Mike swept his head from left to right. The zombies that hadn’t chased the Blazer didn’t notice them yet and weren’t in the path to the bus.
“Let’s roll, nice even trot,” Mike said and started off. He set the pace a little slower than he was used to and would have liked, but it let Joseph keep up.
They only made it about a third of the way down the four-lane street toward the bus before the closest zombies started turning toward them. Mike caught the motion out of the corner of his eye.
“Damn,” he muttered, but didn’t change his pace.
Mike stopped ten steps from the bus, brought the barrel of the shotgun up and swept a complete circle. None of the zombies were close enough to be a threat yet, so he kept his finger off the trigger.

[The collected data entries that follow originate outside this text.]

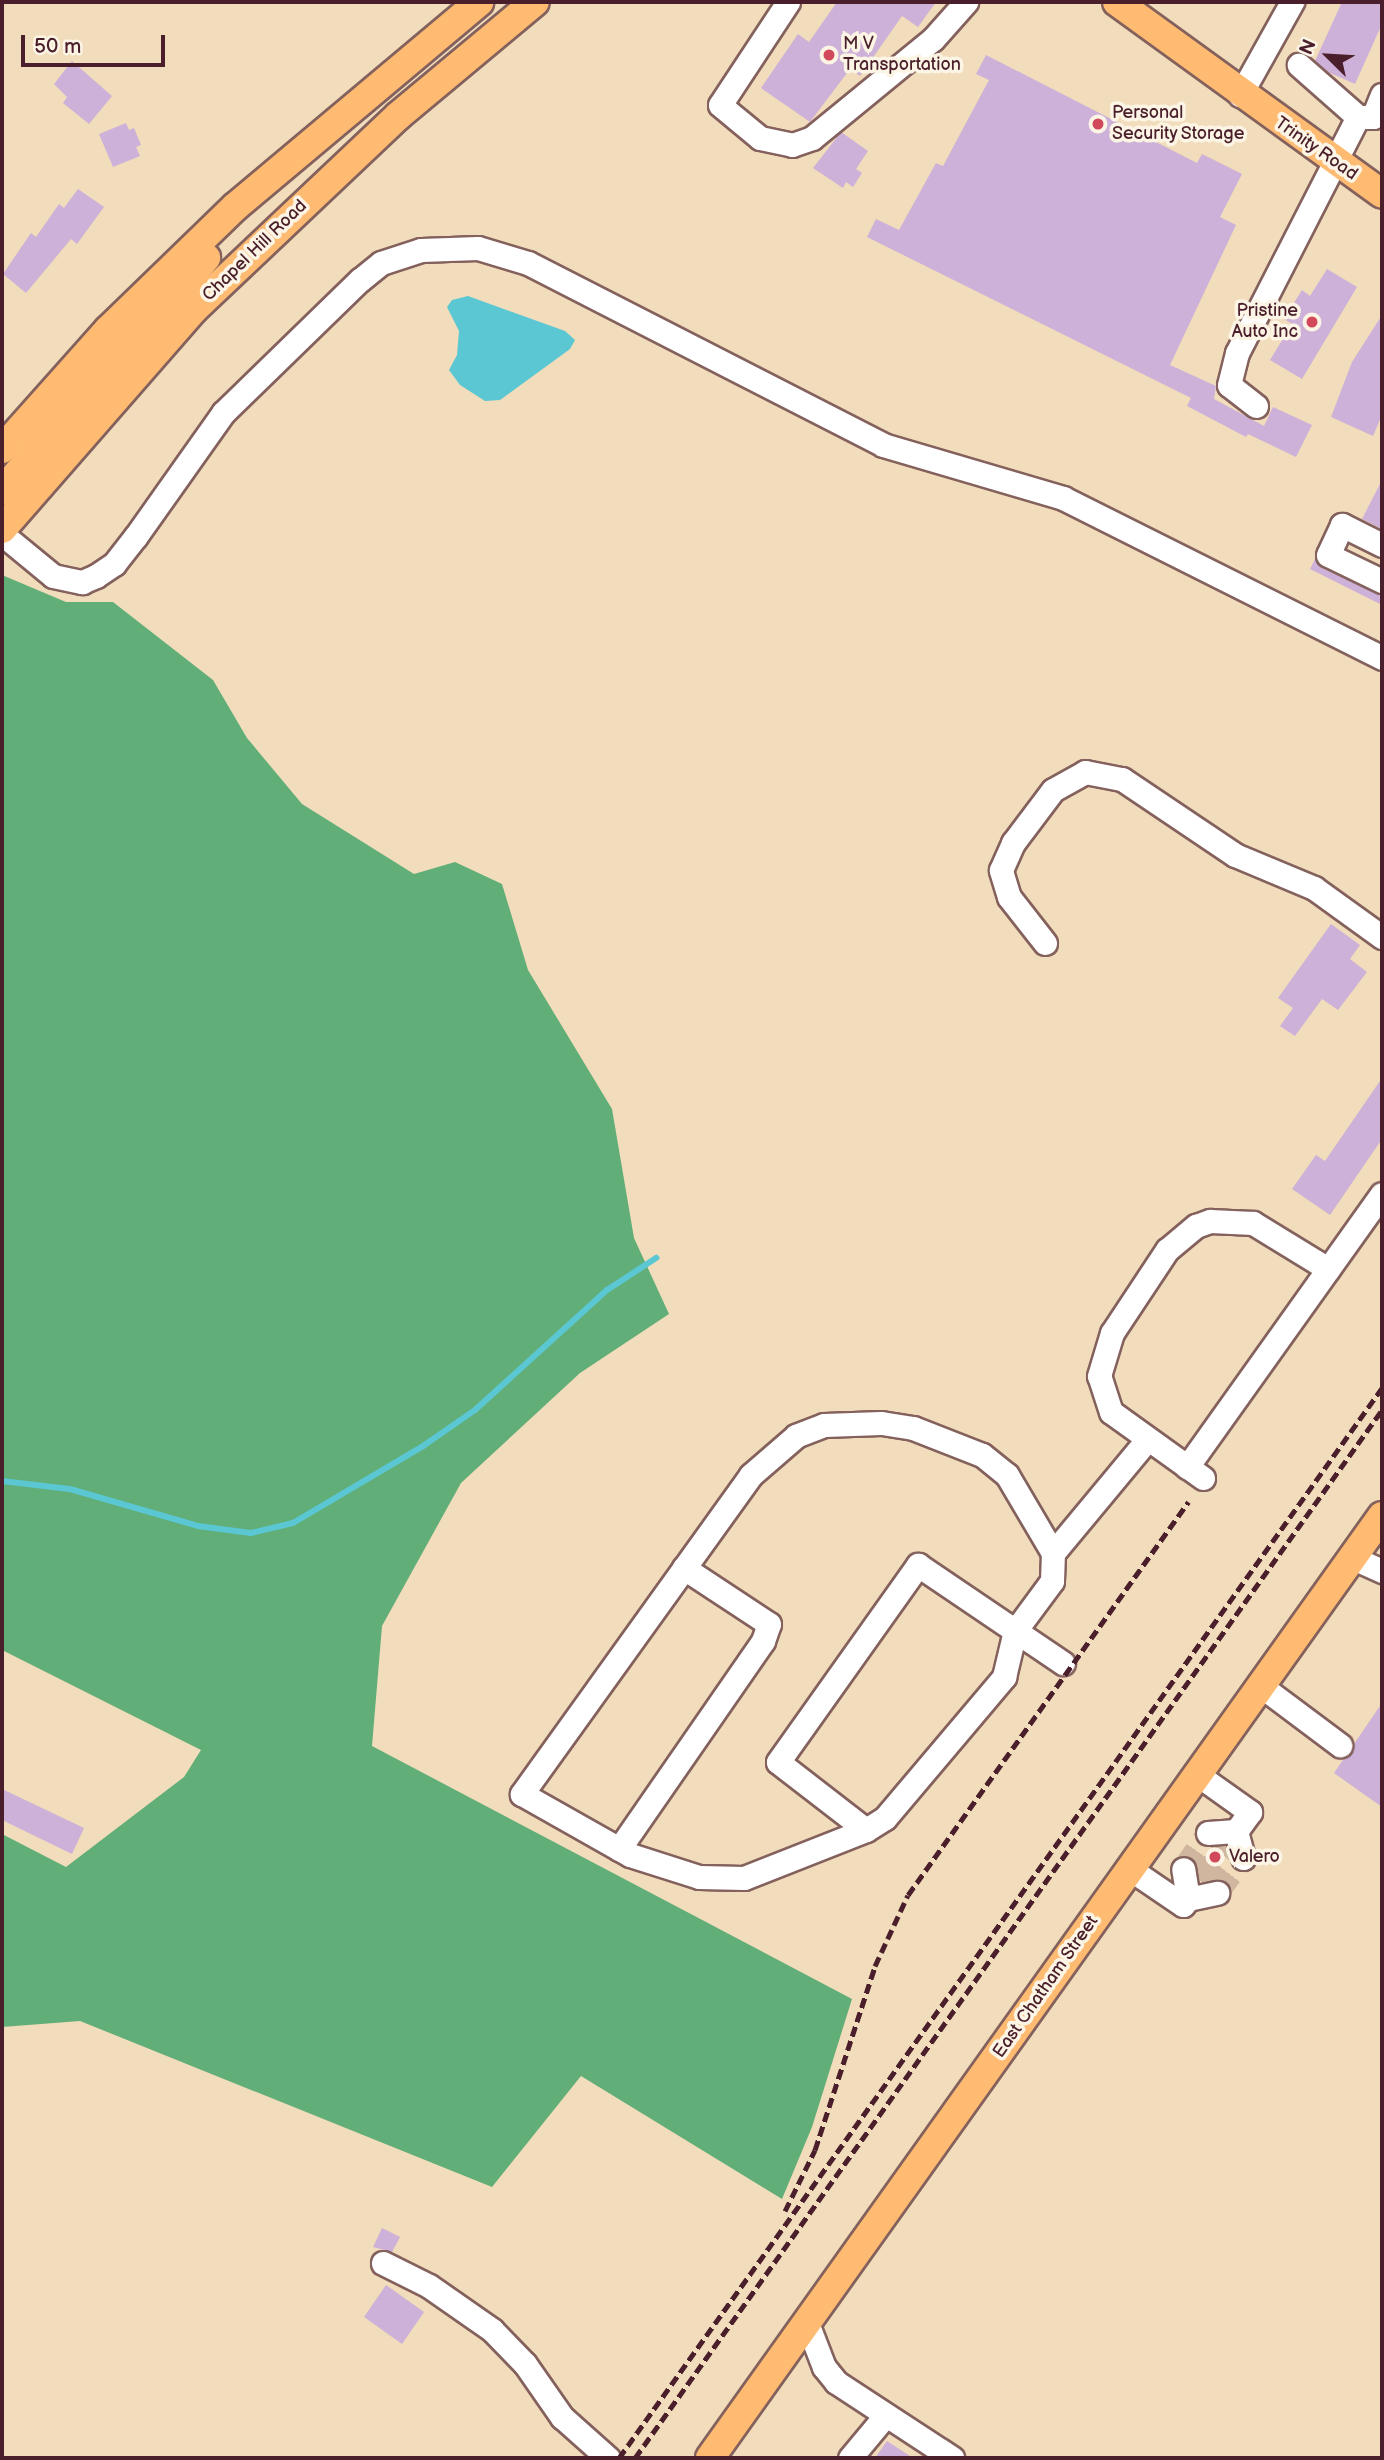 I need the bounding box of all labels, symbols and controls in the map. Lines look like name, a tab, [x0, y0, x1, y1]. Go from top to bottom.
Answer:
scale bar	[24, 21, 168, 65]
north arrow	[1293, 21, 1363, 91]
text: 50 m	[34, 34, 81, 59]
place label: M V Transportation	[843, 34, 961, 76]
text: N	[1295, 36, 1322, 58]
marker: M V Transportation	[821, 47, 837, 63]
place label: Personal Security Storage	[1112, 103, 1246, 146]
street label: Trinity Road	[1270, 112, 1362, 186]
marker: Personal Security Storage	[1090, 116, 1106, 132]
street label: Chapel Hill Road	[198, 196, 312, 306]
place label: Pristine Auto Inc	[1232, 301, 1298, 344]
marker: Pristine Auto Inc	[1304, 314, 1320, 330]
place label: Valero	[1229, 1846, 1280, 1868]
marker: Valero	[1207, 1849, 1223, 1865]
street label: East Chatham Street	[989, 1912, 1103, 2062] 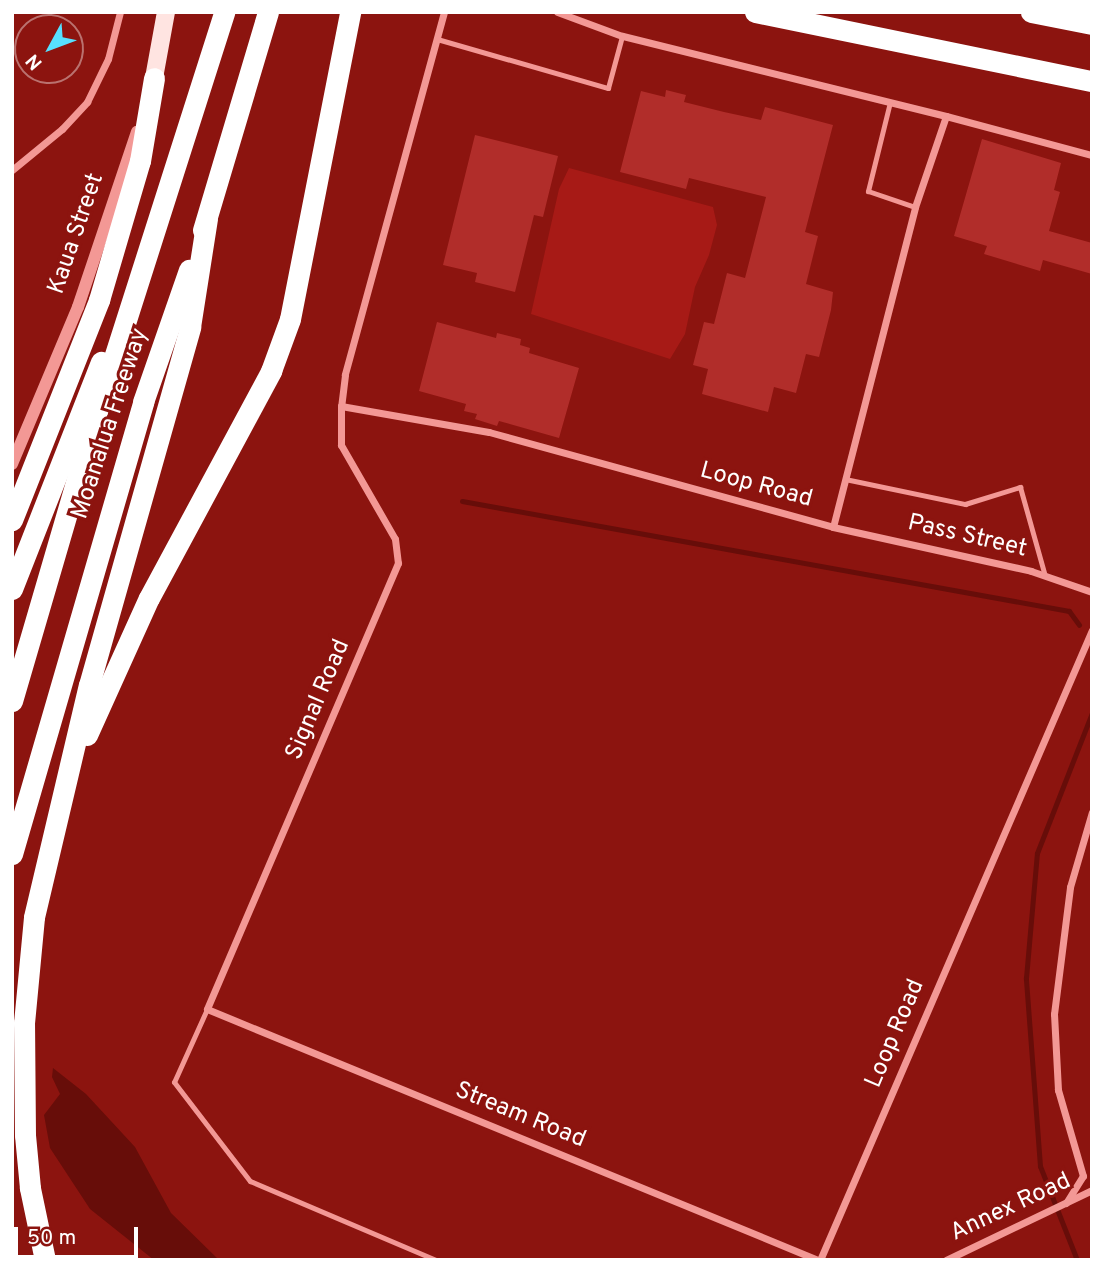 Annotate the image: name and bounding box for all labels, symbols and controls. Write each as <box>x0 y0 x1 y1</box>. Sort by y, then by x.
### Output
north arrow <box>14 14 84 84</box>
text: N <box>21 48 48 74</box>
street label: Kaua Street <box>43 170 111 298</box>
street label: Moanalua Freeway <box>67 325 155 523</box>
street label: Loop Road <box>697 457 815 515</box>
street label: Pass Street <box>905 509 1029 565</box>
street label: Signal Road <box>281 636 357 764</box>
street label: Loop Road <box>860 975 932 1093</box>
street label: Stream Road <box>451 1077 589 1155</box>
street label: Annex Road <box>946 1168 1076 1248</box>
scale bar <box>18 1212 142 1256</box>
text: 50 m <box>27 1225 76 1252</box> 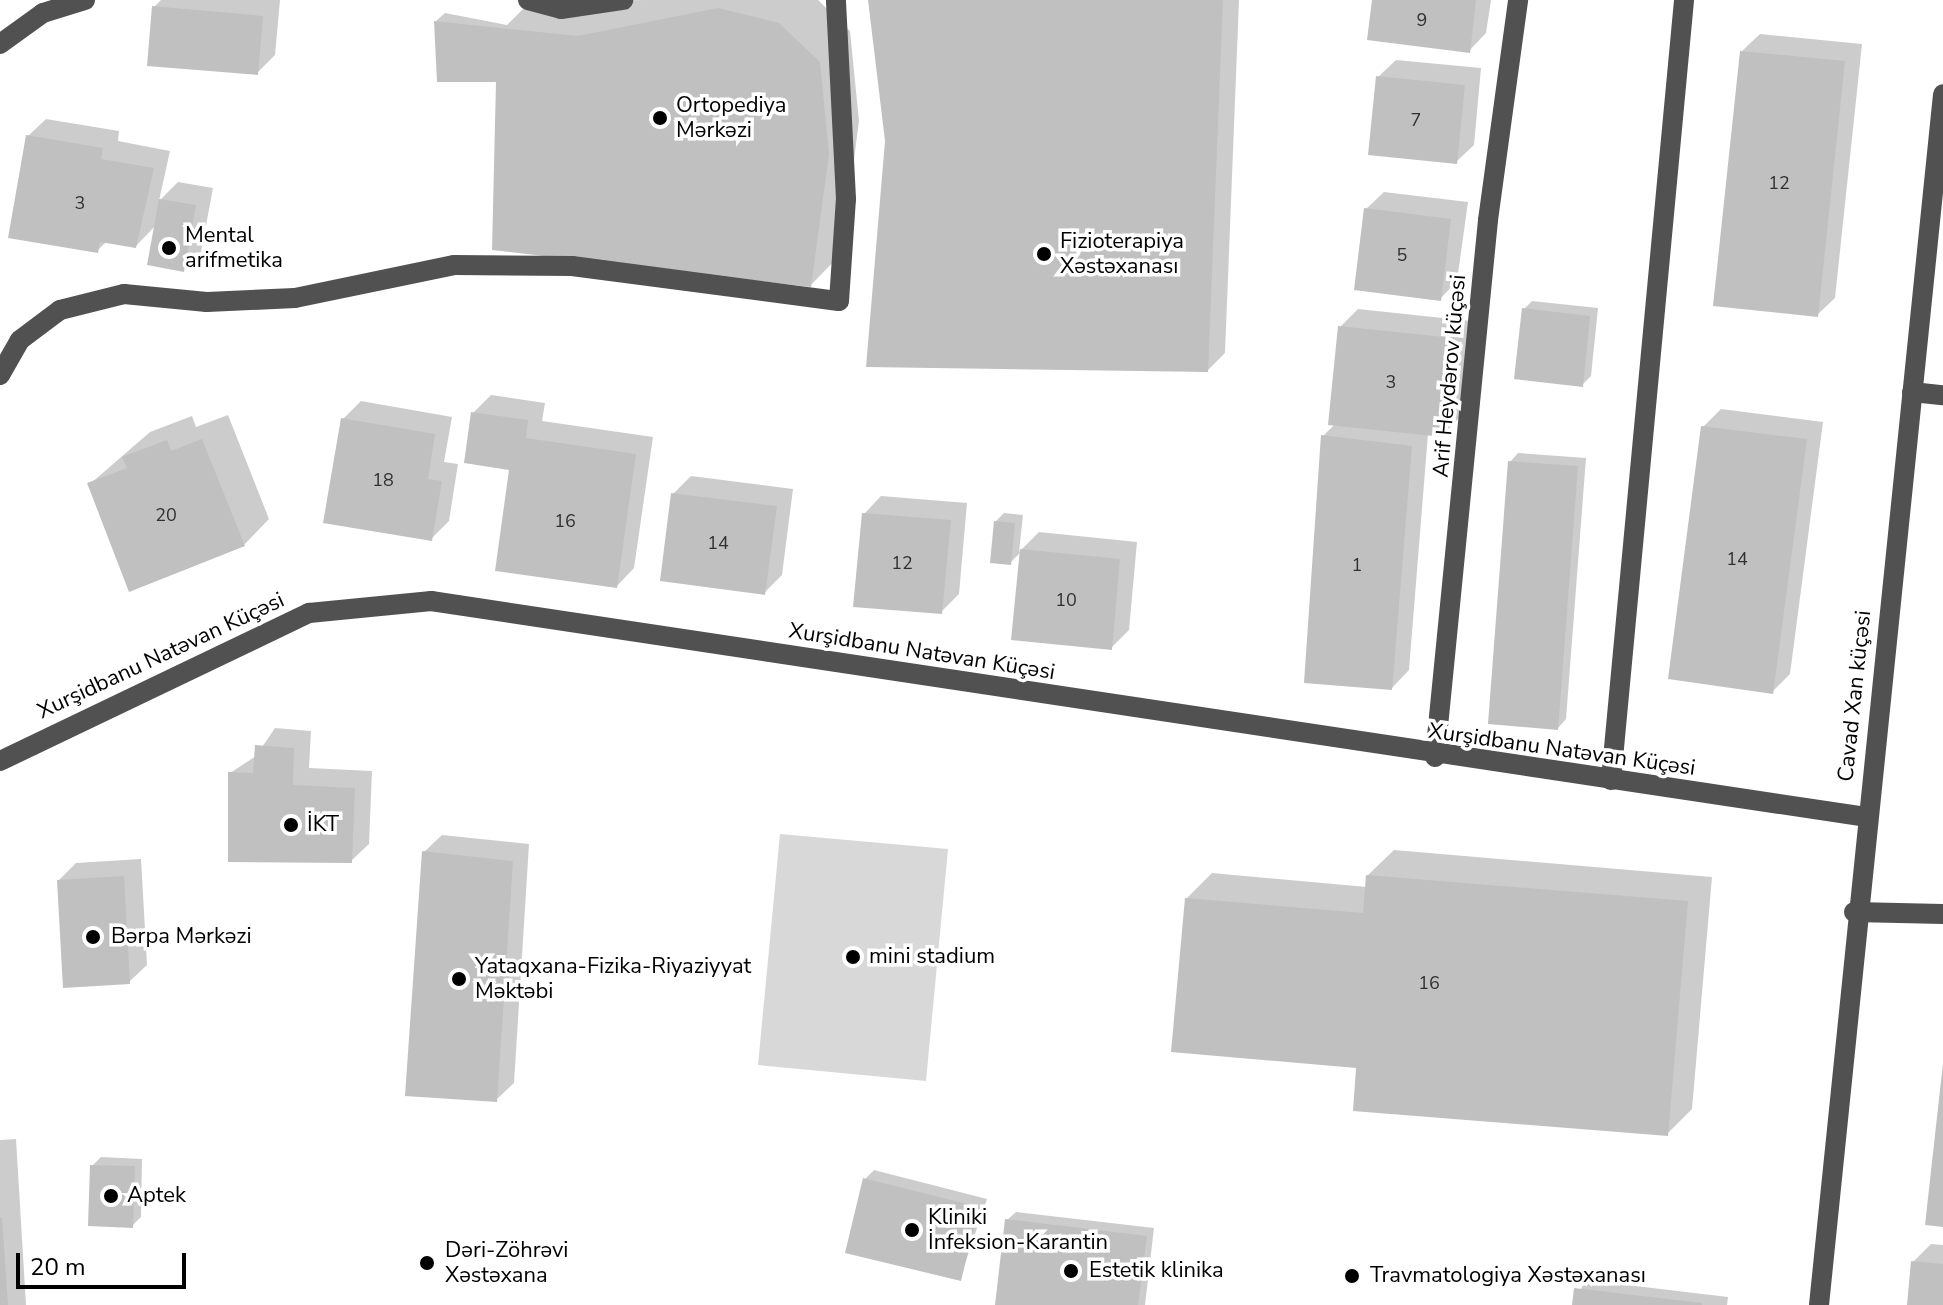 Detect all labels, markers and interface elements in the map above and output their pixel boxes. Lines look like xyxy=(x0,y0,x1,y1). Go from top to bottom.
house number: 9 xyxy=(1417,9,1427,31)
place label: Ortopediya Mərkəzi xyxy=(676,92,786,144)
marker: Ortopediya Mərkəzi xyxy=(651,109,669,127)
house number: 7 xyxy=(1411,109,1421,131)
house number: 12 xyxy=(1768,172,1790,194)
house number: 3 xyxy=(75,192,85,214)
place label: Mental arifmetika xyxy=(185,222,283,274)
place label: Fizioterapiya Xəstəxanası xyxy=(1060,228,1184,280)
marker: Mental arifmetika xyxy=(160,239,178,257)
house number: 5 xyxy=(1397,244,1407,266)
marker: Fizioterapiya Xəstəxanası xyxy=(1035,245,1053,263)
street label: Arif Heydərov küçəsi xyxy=(1428,274,1472,478)
house number: 3 xyxy=(1386,371,1396,393)
house number: 18 xyxy=(372,469,394,491)
house number: 20 xyxy=(155,504,177,526)
house number: 16 xyxy=(554,510,576,532)
house number: 14 xyxy=(707,532,729,554)
house number: 14 xyxy=(1726,548,1748,570)
house number: 12 xyxy=(891,552,913,574)
house number: 1 xyxy=(1352,554,1362,576)
street label: Xurşidbanu Natəvan Küçəsi xyxy=(33,587,289,725)
house number: 10 xyxy=(1055,589,1077,611)
street label: Cavad Xan küçəsi xyxy=(1833,609,1877,783)
street label: Xurşidbanu Natəvan Küçəsi xyxy=(787,618,1057,686)
street label: Xurşidbanu Natəvan Küçəsi xyxy=(1427,718,1697,782)
place label: İKT xyxy=(307,812,339,838)
marker: İKT xyxy=(282,816,300,834)
place label: Bərpa Mərkəzi xyxy=(111,924,252,950)
marker: Bərpa Mərkəzi xyxy=(82,926,104,948)
place label: mini stadium xyxy=(869,944,995,970)
marker: mini stadium xyxy=(844,948,862,966)
place label: Yataqxana-Fizika-Riyaziyyat Məktəbi xyxy=(475,953,751,1004)
marker: Yataqxana-Fizika-Riyaziyyat Məktəbi xyxy=(450,970,468,988)
house number: 16 xyxy=(1418,972,1440,994)
place label: Aptek xyxy=(127,1183,186,1209)
marker: Aptek xyxy=(102,1187,120,1205)
place label: Kliniki İnfeksion-Karantin xyxy=(928,1204,1108,1256)
marker: Kliniki İnfeksion-Karantin xyxy=(903,1221,921,1239)
scale bar xyxy=(20,1237,190,1287)
place label: Dəri-Zöhrəvi Xəstəxana xyxy=(445,1237,568,1288)
text: 20 m xyxy=(30,1251,86,1283)
marker: Dəri-Zöhrəvi Xəstəxana xyxy=(416,1252,438,1274)
place label: Estetik klinika xyxy=(1089,1258,1224,1284)
marker: Estetik klinika xyxy=(1060,1260,1082,1282)
place label: Travmatologiya Xəstəxanası xyxy=(1370,1263,1646,1289)
marker: Travmatologiya Xəstəxanası xyxy=(1341,1265,1363,1287)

“Move it, guys! We ain’t got all day,” he shouted.
Joseph ran past Mike and stopped with his back to the emergency exit to rest for a second. He holstered his pistol and pulled the hatchet from his belt as Jefferson joined him.
Mike looked at Joseph and nodded. Joseph stepped around the end of the bus. An overweight zombie with a severe limp from a chewed in half Achilles tendon struggled to reach Joseph.
It took two seconds. The zombie couldn’t pick up its foot properly and tripped itself. Joseph stepped in and swung the hatchet, cutting the zombie's ear in half. The hatchet split the skull like paper and stopped partially through the base of the skull.
The zombie slumped against the side of the bus and twitched. Joseph jerked the hatchet out of its head and hit it again, effectively quartering the zombie’s skull.
“Good kill,” Mike said as he reached under the bus for the door release.
The door popped open. Mike pushed it to the side. Joseph, hatchet ready, led the party aboard the bus. He stepped down the aisle to look between the seats while Mike and Jefferson backed aboard the bus and shut the door.
A zombie lying half under the second seat grabbed Joseph’s boot. Several vertebrae and its peeked from under a shroud of tattered muscle and skin. Joseph stepped calmly on the back of the zombie’s neck and buried the hatchet in the top of its head.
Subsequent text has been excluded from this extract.